Even so, Walter Bagehot, the great 19th-century constitutional essayist, approved of someone who said: "The cure for admiring the House of Lords was to go and look at it." He only half meant it, but the alternating clamour and tedium of many of the public workings of government might indeed fuel the cynicism that opinion polls report - the easy dissidence of the well-governed.

So it is sensible to take an interest in the likes of Burke, Macaulay and Bagehot (or Plato, Melbourne and a dozen others) who have discussed the nature of government, often rather in the manner of anthropologists describing how the odd behaviour of some tribe in fact makes sense. Not that any prescriptions, or the system, are set in stone: Edmund Burke noted, as though to counteract his seeming traditionalism: "A state without the means of some change is without the means of its conservation."

True to the spirit of much writing about the Constitution, we can begin by saying what it is not. Though an understanding of the nuances of the system is best to be found in something like the Oxford Dictionary of Political Quotations, it is absolutely not about politics. It is the machinery by which politics works. It has to be able to breathe in a vacuum. Its ability to help a rabble become a society is never better displayed than when the politicians are at each other's throats fighting about who should be in charge.

A constitution depends on the sort of people it governs. You apply the same adjectives to a constitution as to the people it fits (or ill- fits). The British Constitution might not work for any other people, but it is, like us, reasonable without being rational. We pride ourselves that no other people would tolerate, or could have contrived, so haphazard a way of preserving justice and liberty.

Yet on all sides, people want to reform the Constitution. Some of the urge flows from a sense that the system ought to reflect their present style, not their inherited habits. In fact, the Constitution is sometimes almost too good at being modern: it allows, for instance, the current taste for trivial abuse and grandstanding to the media to pervade the House of Commons: the verbal truce promised after John Smith's death lasted for weeks, not months.

Besides, much of the British Constitution's style (the parliament building itself, and many of its customs) are antique only in appearance: they were put together by Victorians in an age when Mammon wanted to clothe itself in medievalism.

But it is true that some habits attach to the thing being very old, and proud of it: the roles of heredity and religion, and some habits inherited from the 17th century, are genuinely important and might be hard to shift. They may become more fashionable if we learn that deference can be liberating, and need be only a very mild form of subservience.

Even the most peculiar bits of the Constitution constantly refresh themselves. The monarchy certainly does, if a little bizarrely. The monarchy appeals to many: to the thoughtless, because it provides a family soap opera; to the intellectual, because it enshrines lofty mysteries; and especially to women, "who care", as Walter Bagehot remarked, "50 times more for a marriage than a ministry". Nearly everyone senses that it would be a pity if it ceased to work.

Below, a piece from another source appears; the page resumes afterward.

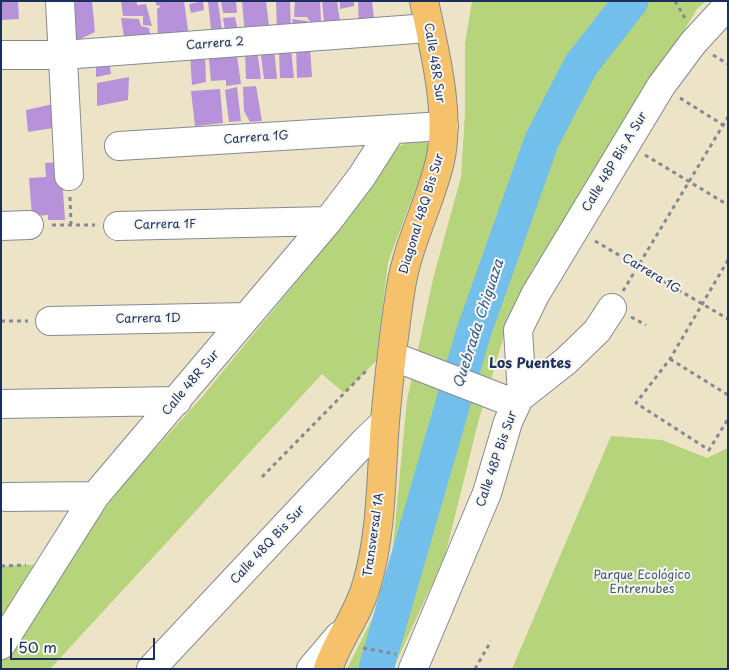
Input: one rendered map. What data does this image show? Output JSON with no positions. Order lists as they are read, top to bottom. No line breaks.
{"streets":{"main road":["Calle 48R Sur","Diagonal 48Q Bis Sur","Transversal 1A"],"street":["Carrera 2","Carrera 1G","Calle 48P Bis A Sur","Carrera 1F","Carrera 1D","Calle 48P Bis Sur","Calle 48Q Bis Sur"]},"crossings":[["Carrera 2","Calle 48R Sur"],["Calle 48R Sur","Carrera 1G"],["Calle 48R Sur","Diagonal 48Q Bis Sur"],["Calle 48R Sur","Carrera 1F"],["Calle 48R Sur","Carrera 1D"],["Carrera 1G","Calle 48P Bis A Sur"],["Carrera 1G","Diagonal 48Q Bis Sur"],["Calle 48P Bis A Sur","Calle 48P Bis Sur"],["Diagonal 48Q Bis Sur","Transversal 1A"],["Diagonal 48Q Bis Sur","Calle 48Q Bis Sur"],["Transversal 1A","Calle 48Q Bis Sur"]],"districts":["Los Puentes"],"water":["Quebrada Chiguaza"],"parks":["Parque Ecológico Entrenubes"],"scale_bar":"50 m"}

We have the House of Lords, in which people who share only the characteristics of having had (often surprisingly recent) ancestors who were rapacious or industrious or both, and who have mostly had an Eton education, are allowed to talk and vote on an equal footing with the most distinguished elder statesmen, churchmen and lawyers in the land (who are often the scions of long dynasties of the worldly wise).

Some absurdities in the Constitution are merely the accretion of habits formed in simpler and much more corrupt times. These include the first- past-the-post voting system, which systematically disenfranchises a substantial minority of thoughtful voters; that is, those who vote for a third party outside its select and politically eccentric heartlands. It also disenfranchises people who live in areas where there are few others of their political stamp; that is, socialists in suburbs and conservatives in slums, neither of whom can hope to dent the outcome of an election. The Constitution should appal any democrat who believes in rule "by and for the people", and therefore most socialists.

The Constitution is at its most antique when it enshrines a prejudice against the mob. It is designed to eliminate any serious danger of direct democracy, and is instead a system for selecting and controlling a governing elite (the parliamentarians). A plebiscitic democracy, perhaps ushered in by the silicon chip, would, in one sense, be merely the last step towards democracy, but, in another, the first towards popular rule. But direct democracy risks the perpetual excitement of surfing moral panics, or the tedium of living in a Swiss canton.

The Constitution's arrangement should shock any who believe that it is important to have checks and balances between the executive parts of government (the civil service, or Whitehall), the legislature (the law makers, or Parliament) and the justice system. We operate, as Bagehot remarked, "by choosing a single sovereign authority and making it good". That is, Parliament, control of which is centralised in the hands of a ruling party. Within that rule, the rule of the few is enshrined by Cabinet, creating, as Lord Hailsham noted, an "elective dictatorship" which is modern only in degree.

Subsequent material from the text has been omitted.